### Exercise details:
Below are records; give the number of their lines that hold the word "relative", and write nothing more.

(Stored data)
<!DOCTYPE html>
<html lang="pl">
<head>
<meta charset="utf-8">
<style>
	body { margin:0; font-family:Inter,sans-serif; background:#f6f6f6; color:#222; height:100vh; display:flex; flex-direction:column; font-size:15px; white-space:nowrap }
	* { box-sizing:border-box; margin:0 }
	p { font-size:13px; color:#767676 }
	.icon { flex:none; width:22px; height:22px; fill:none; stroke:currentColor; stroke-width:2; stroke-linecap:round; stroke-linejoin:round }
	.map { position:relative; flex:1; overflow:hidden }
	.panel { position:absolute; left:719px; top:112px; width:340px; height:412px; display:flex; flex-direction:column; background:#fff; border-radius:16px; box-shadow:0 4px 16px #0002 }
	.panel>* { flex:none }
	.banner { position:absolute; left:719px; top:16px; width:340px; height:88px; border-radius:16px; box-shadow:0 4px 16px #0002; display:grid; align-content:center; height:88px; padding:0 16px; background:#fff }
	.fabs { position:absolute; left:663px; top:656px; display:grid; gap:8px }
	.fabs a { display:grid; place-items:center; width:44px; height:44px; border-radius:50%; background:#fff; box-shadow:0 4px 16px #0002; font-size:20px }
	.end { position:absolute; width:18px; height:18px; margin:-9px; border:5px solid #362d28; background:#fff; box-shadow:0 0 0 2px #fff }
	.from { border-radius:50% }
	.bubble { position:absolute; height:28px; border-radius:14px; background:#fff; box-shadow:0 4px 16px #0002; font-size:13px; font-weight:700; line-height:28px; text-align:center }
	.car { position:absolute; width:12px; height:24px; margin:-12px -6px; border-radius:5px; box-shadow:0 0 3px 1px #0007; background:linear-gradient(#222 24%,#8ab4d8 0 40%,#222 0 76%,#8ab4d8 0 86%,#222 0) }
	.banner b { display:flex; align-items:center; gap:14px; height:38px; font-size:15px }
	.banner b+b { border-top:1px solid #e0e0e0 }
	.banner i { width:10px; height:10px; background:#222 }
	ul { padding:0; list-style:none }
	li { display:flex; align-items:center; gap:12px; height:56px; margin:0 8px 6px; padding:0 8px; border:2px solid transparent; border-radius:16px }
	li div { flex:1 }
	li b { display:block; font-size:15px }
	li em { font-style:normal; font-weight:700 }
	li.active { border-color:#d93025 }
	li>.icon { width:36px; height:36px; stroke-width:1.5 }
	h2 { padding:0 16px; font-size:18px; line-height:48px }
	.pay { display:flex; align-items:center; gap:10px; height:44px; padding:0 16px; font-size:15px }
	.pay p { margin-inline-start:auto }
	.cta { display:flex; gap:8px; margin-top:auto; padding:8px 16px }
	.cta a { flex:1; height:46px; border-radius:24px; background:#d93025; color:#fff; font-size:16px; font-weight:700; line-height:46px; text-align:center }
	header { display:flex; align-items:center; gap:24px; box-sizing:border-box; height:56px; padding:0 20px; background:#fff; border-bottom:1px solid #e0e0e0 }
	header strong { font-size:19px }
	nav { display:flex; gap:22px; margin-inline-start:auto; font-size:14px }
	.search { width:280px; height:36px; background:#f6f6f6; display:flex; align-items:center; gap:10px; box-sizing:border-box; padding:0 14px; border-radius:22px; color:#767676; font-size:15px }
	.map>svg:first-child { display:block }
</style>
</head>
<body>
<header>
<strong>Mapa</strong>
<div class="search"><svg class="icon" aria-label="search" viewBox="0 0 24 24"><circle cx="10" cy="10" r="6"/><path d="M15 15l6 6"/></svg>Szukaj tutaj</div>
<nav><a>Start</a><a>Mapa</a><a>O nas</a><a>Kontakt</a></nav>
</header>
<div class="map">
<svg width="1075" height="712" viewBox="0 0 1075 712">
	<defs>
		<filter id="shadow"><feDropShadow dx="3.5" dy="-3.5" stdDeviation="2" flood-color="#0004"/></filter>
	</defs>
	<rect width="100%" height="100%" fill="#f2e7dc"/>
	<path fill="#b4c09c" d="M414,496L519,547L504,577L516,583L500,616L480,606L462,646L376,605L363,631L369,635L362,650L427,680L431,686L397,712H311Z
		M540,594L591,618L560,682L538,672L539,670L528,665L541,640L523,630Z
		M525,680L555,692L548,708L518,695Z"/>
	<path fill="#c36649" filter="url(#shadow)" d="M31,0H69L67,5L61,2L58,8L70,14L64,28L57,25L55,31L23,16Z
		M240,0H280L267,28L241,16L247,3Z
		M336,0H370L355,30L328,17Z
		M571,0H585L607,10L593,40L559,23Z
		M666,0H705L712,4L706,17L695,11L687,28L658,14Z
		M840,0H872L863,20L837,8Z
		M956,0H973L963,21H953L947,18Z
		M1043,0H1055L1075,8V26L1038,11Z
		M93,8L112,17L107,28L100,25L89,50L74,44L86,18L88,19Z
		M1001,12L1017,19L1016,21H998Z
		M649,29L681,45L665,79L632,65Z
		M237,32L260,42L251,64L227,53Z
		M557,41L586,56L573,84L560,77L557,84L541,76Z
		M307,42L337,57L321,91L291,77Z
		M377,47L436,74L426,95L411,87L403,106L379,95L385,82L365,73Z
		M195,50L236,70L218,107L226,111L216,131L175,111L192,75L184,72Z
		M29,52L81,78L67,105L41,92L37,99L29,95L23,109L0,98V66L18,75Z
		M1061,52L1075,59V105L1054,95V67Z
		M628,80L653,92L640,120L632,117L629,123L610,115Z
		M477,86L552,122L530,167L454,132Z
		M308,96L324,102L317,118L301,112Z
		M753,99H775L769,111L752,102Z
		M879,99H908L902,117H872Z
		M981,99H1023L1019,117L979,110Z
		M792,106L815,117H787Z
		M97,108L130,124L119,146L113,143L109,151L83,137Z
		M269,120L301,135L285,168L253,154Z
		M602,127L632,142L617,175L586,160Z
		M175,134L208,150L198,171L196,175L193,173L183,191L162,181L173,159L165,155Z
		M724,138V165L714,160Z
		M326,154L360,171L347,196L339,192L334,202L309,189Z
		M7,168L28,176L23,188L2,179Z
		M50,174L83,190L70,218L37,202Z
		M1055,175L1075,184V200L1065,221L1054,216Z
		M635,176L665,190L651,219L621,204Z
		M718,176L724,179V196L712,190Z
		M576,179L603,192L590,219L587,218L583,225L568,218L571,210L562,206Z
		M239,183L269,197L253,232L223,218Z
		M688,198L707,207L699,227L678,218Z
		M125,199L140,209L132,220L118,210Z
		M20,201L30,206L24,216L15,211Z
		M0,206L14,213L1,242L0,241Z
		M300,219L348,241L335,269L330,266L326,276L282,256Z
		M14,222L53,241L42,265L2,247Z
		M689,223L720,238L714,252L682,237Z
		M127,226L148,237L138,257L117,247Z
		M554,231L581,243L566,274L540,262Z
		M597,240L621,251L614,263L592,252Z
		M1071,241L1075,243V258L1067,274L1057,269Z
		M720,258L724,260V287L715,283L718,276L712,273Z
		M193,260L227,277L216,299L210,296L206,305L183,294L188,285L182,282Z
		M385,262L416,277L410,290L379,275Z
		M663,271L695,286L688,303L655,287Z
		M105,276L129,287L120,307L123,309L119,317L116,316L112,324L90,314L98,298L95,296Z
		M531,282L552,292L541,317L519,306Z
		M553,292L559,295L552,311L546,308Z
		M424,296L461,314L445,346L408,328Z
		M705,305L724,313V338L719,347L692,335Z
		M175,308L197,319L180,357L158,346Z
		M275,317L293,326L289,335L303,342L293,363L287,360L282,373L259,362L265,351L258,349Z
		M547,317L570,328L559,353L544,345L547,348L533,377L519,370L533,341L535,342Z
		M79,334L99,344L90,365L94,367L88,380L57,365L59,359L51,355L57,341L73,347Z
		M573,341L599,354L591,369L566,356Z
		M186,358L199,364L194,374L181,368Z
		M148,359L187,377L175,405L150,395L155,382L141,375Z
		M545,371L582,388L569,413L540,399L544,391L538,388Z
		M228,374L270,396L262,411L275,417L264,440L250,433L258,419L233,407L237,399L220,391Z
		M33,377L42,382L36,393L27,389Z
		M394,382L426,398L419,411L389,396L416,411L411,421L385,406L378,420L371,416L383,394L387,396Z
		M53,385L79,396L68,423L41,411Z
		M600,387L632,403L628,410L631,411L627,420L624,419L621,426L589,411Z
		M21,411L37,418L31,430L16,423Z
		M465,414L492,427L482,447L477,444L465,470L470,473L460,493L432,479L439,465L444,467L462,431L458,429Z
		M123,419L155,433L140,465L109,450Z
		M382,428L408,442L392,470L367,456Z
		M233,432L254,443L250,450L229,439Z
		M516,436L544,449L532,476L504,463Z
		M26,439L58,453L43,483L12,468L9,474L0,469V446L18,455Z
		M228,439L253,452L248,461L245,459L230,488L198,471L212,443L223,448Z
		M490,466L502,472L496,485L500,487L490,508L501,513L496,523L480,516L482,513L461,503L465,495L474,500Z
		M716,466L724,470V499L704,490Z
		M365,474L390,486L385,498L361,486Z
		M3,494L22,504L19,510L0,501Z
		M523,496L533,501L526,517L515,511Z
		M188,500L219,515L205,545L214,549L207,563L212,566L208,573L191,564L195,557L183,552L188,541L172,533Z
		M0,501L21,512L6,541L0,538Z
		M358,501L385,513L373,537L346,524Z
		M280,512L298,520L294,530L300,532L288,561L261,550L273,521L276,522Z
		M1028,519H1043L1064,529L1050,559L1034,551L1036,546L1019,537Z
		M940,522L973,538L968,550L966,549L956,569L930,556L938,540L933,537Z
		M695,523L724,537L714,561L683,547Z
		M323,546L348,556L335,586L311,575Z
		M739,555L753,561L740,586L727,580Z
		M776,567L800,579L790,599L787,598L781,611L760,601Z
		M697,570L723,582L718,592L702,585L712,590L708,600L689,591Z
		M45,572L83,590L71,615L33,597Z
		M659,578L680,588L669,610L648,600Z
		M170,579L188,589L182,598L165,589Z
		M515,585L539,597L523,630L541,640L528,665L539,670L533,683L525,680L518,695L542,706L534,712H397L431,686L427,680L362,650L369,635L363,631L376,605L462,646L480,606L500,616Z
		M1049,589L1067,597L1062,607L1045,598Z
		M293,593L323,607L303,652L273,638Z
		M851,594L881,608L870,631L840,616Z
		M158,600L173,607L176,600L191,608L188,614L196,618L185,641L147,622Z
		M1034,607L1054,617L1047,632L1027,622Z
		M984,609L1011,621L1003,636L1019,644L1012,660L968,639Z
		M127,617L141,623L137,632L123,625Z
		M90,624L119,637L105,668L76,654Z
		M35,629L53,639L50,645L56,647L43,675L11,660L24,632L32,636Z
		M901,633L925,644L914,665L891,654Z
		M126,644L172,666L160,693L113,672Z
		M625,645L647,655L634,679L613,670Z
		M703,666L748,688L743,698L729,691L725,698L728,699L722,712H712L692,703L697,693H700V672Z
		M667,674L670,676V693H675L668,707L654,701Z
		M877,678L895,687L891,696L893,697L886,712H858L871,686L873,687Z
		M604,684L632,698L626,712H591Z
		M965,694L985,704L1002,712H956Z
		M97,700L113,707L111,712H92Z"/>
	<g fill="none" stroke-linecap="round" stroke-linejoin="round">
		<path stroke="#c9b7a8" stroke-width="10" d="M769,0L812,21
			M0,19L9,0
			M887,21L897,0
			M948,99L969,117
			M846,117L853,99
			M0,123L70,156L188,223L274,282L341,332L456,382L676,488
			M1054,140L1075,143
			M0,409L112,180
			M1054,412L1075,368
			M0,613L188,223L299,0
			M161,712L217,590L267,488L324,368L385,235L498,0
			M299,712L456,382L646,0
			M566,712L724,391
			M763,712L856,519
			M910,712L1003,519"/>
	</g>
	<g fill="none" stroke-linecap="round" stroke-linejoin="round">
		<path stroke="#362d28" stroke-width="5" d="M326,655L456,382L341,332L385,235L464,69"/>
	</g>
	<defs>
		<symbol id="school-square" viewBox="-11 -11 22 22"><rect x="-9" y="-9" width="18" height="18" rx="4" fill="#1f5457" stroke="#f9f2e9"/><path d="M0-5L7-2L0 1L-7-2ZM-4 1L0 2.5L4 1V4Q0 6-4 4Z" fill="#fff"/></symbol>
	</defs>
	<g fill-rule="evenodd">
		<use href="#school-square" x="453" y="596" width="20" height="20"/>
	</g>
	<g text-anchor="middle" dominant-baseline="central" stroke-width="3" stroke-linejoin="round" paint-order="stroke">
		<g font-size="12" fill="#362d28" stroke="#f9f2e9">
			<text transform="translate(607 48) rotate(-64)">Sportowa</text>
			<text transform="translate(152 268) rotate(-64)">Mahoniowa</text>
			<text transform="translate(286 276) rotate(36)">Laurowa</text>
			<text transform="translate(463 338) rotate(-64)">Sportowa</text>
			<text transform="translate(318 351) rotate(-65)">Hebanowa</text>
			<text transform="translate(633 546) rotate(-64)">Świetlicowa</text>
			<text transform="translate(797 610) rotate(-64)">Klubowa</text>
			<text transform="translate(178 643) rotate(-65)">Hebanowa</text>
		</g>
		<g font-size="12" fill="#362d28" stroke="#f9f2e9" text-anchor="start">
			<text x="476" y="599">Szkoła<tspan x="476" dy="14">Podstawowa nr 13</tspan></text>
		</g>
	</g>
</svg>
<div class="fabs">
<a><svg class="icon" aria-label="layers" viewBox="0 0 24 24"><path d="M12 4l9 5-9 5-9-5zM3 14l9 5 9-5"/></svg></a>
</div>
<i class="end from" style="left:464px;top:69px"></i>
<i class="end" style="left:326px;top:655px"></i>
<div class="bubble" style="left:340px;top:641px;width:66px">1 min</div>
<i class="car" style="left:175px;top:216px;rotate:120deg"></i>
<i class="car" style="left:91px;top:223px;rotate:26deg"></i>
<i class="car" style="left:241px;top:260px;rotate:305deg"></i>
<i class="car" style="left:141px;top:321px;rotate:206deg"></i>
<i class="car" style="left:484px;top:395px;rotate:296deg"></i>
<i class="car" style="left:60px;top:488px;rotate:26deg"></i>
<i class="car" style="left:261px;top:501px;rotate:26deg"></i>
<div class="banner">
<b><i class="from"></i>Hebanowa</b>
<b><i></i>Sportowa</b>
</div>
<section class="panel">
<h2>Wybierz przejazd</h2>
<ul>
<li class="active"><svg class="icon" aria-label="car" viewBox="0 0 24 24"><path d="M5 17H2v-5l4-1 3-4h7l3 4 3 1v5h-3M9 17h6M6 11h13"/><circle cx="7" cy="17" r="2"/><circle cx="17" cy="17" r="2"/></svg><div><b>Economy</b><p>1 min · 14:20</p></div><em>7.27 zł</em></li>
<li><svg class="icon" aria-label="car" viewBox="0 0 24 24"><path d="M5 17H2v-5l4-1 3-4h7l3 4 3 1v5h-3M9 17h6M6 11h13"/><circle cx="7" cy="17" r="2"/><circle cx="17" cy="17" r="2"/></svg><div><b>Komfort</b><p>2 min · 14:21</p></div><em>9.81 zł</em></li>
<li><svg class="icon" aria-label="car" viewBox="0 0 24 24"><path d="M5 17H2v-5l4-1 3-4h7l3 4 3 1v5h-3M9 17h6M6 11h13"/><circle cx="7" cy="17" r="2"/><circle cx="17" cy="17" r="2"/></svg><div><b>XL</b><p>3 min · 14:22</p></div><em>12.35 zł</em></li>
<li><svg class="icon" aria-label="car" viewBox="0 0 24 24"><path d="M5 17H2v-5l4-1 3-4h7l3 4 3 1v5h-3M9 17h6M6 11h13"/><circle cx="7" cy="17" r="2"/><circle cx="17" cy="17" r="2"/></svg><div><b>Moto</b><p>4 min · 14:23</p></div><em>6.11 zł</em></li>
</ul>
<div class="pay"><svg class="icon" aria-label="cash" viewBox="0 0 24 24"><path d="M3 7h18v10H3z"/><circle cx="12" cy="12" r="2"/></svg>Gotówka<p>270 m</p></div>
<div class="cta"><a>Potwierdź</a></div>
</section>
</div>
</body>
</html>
* * *
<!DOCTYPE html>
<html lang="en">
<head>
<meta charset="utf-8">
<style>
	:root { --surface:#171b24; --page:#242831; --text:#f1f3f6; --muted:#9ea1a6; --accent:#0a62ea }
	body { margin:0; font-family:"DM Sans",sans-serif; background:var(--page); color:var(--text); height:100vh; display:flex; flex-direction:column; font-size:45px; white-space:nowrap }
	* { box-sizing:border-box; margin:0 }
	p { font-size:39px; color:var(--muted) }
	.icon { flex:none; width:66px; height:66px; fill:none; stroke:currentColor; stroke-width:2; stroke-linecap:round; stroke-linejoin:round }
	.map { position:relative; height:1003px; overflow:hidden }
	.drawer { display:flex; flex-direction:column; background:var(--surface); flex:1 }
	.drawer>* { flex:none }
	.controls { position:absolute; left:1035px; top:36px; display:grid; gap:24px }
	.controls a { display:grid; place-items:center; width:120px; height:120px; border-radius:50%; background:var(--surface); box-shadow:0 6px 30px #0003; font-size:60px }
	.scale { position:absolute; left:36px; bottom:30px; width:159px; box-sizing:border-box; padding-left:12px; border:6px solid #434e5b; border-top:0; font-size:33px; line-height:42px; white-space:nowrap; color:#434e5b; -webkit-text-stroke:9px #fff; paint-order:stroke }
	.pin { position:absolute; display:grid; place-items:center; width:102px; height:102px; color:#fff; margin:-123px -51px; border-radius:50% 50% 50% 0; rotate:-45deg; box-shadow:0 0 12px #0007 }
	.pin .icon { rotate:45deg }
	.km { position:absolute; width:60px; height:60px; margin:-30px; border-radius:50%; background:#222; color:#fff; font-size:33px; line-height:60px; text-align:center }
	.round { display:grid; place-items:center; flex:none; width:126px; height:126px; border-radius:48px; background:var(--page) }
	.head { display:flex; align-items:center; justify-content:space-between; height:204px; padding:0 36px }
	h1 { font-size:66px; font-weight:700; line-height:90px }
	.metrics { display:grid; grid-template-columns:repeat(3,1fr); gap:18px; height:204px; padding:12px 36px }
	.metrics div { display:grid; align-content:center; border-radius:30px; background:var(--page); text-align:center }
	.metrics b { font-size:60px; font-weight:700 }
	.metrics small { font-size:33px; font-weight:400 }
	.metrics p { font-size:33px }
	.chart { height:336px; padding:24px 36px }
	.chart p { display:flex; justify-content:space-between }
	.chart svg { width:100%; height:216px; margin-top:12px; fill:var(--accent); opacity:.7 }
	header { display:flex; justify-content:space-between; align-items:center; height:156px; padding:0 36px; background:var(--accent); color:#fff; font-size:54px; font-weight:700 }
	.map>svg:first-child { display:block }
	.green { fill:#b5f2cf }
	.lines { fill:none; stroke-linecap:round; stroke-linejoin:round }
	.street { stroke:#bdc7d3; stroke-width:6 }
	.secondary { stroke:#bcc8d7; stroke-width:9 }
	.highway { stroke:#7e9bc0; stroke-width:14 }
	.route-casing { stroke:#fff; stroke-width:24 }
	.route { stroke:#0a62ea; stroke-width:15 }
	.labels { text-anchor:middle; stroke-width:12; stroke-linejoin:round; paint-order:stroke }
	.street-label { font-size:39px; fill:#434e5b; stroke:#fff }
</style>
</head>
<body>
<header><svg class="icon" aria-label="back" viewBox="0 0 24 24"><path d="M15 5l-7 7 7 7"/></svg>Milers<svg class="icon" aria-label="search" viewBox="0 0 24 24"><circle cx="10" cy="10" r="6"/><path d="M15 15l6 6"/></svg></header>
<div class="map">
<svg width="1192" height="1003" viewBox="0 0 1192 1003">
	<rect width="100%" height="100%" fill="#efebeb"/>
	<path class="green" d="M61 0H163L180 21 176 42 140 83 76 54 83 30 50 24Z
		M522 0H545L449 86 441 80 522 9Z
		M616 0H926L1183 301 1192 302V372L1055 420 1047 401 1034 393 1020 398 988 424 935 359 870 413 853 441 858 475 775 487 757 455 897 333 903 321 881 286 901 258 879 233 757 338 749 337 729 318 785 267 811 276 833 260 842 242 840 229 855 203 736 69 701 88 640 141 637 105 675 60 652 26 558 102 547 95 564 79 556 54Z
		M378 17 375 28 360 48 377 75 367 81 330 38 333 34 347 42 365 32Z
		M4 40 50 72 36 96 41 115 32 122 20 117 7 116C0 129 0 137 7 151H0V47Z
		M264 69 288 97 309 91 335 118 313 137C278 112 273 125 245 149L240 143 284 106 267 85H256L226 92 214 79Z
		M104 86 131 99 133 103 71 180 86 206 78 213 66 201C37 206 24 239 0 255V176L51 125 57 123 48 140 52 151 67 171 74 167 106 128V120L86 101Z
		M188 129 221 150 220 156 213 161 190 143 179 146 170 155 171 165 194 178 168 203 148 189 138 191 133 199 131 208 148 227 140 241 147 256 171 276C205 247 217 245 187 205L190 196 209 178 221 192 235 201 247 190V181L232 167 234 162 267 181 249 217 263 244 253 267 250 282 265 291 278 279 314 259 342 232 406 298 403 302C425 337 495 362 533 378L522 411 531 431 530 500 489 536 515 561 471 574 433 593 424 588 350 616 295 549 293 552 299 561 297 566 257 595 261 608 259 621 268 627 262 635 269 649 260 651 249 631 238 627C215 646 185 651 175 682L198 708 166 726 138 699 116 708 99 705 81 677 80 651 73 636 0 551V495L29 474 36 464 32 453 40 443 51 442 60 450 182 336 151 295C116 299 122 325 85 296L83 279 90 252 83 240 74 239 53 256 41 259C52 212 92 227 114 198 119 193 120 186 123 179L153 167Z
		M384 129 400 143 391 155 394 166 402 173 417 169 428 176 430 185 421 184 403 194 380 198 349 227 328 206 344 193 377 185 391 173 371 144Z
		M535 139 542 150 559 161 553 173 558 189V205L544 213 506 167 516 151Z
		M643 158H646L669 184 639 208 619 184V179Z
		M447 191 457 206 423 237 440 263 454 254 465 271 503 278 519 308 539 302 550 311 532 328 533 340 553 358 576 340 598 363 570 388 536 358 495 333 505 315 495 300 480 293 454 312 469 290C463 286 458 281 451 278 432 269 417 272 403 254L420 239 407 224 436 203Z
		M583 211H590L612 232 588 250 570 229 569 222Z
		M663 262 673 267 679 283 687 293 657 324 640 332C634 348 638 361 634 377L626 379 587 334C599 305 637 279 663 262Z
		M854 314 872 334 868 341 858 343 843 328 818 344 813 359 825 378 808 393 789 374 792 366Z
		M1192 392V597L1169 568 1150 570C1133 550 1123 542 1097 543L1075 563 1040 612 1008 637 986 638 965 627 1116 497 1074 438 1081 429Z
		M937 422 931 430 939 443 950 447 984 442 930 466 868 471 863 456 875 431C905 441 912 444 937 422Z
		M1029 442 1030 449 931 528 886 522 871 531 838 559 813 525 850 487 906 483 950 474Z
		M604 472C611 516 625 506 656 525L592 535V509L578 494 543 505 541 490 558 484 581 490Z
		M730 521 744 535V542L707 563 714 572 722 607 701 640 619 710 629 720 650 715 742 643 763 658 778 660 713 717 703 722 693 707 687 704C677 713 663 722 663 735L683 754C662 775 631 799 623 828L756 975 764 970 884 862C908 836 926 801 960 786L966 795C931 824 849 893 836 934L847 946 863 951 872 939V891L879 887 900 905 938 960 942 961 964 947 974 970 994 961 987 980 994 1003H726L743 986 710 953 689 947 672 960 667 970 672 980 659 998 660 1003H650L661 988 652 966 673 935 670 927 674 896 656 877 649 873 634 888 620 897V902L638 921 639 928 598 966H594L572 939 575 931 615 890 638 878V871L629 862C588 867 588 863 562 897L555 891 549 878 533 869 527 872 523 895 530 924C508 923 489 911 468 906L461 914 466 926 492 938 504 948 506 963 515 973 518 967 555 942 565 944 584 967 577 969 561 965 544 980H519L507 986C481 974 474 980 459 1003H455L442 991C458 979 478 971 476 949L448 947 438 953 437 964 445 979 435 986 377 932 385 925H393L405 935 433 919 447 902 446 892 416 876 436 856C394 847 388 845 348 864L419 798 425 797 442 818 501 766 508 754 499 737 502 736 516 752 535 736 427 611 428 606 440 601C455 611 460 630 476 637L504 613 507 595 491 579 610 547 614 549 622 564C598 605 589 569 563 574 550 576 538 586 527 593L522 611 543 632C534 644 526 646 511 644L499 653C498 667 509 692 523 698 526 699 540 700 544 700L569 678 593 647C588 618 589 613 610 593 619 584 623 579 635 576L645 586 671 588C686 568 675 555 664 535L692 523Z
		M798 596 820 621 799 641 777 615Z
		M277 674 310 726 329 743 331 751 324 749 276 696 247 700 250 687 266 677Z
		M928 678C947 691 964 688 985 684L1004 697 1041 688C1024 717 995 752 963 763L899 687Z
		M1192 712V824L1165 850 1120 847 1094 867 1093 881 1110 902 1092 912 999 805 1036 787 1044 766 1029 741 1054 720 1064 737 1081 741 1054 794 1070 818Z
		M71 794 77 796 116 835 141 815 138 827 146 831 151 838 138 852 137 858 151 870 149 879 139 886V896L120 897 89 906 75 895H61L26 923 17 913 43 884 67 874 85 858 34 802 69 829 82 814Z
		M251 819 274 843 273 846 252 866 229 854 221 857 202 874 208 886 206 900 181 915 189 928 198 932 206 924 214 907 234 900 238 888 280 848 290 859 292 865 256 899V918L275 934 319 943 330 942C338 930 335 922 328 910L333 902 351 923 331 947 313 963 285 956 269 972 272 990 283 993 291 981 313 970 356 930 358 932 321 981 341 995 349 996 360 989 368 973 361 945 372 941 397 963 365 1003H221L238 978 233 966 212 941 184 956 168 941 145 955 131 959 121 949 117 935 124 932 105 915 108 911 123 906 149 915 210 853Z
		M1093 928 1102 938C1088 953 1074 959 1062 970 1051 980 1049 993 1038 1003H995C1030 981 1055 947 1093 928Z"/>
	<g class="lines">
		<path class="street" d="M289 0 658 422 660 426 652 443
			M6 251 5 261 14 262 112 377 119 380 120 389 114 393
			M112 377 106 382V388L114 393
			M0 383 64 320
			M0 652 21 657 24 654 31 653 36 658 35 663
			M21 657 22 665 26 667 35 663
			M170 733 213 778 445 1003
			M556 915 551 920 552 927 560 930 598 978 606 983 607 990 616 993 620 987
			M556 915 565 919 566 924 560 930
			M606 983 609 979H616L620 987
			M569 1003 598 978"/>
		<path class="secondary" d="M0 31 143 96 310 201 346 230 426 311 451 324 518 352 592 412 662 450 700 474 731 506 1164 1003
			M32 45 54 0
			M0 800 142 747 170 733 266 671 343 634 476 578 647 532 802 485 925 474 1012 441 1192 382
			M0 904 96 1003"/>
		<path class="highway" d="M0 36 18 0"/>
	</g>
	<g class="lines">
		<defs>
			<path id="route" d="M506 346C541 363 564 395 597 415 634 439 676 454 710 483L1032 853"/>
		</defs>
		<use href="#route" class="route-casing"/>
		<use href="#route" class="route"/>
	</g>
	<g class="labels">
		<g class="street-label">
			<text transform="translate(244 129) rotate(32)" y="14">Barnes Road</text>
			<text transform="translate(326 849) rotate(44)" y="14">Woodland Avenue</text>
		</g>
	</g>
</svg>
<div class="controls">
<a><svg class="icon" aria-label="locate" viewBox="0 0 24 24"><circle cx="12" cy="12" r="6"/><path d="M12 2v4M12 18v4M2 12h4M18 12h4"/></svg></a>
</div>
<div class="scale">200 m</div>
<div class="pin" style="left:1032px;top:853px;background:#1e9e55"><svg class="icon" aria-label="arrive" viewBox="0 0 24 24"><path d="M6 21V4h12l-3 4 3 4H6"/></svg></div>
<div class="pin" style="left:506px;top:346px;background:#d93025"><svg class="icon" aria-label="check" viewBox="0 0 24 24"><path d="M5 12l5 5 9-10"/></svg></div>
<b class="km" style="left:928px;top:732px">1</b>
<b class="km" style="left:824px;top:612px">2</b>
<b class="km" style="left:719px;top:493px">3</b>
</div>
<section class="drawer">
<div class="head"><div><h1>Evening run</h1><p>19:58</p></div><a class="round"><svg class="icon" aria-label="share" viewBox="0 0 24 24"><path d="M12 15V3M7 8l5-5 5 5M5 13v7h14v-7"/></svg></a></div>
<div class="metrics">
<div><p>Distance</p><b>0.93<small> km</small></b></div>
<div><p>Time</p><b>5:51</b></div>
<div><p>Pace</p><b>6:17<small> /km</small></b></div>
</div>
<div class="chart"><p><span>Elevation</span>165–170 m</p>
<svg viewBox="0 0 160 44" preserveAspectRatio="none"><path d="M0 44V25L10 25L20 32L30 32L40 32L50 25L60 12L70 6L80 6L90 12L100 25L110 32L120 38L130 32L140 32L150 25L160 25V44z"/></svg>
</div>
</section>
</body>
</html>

### Answer space:
2